● **WORK INSTRUCTIONS**: The required result is every line of the records that includes "space".

┌─ DATA TO USE

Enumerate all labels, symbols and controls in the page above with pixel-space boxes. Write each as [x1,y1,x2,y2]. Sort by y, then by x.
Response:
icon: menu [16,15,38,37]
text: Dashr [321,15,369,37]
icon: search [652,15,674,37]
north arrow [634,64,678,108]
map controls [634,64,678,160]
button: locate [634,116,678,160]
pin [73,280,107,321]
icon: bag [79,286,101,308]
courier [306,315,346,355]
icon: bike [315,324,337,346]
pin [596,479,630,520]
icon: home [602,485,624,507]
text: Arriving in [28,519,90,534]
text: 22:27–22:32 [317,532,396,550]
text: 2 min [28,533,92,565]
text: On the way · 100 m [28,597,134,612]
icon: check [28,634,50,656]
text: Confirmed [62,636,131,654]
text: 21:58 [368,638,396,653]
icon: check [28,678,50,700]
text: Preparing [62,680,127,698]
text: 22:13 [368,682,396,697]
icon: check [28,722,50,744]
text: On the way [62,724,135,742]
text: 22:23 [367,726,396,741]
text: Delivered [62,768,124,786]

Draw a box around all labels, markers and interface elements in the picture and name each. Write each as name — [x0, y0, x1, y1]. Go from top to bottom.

└─
┌─ DATA TO USE

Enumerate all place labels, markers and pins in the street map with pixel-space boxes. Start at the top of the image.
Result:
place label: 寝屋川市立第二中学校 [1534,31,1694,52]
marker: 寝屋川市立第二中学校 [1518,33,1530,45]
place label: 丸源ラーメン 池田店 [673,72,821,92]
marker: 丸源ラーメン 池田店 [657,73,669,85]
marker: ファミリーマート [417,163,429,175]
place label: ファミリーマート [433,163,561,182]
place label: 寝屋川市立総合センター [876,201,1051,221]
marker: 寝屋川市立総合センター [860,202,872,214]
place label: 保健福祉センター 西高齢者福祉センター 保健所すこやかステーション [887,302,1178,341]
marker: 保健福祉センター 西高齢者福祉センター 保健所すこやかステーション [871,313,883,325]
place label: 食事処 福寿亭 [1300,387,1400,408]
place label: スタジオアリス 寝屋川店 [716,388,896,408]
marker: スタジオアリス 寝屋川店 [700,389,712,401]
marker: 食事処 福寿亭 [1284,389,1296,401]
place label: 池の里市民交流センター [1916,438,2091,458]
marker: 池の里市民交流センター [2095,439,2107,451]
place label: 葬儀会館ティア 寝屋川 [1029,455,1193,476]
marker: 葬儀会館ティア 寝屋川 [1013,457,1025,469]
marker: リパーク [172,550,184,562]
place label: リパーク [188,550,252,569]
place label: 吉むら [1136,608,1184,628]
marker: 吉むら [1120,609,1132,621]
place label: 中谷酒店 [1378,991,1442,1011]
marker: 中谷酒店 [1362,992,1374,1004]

└─

● **TASK RESPONSE**:
Enumerate all labels, symbols and controls in the page above with pixel-space boxes. Write each as [x1,y1,x2,y2]. Sort by y, then by x.
Enumerate all place labels, markers and pins in the street map with pixel-space boxes. Start at the top of the image.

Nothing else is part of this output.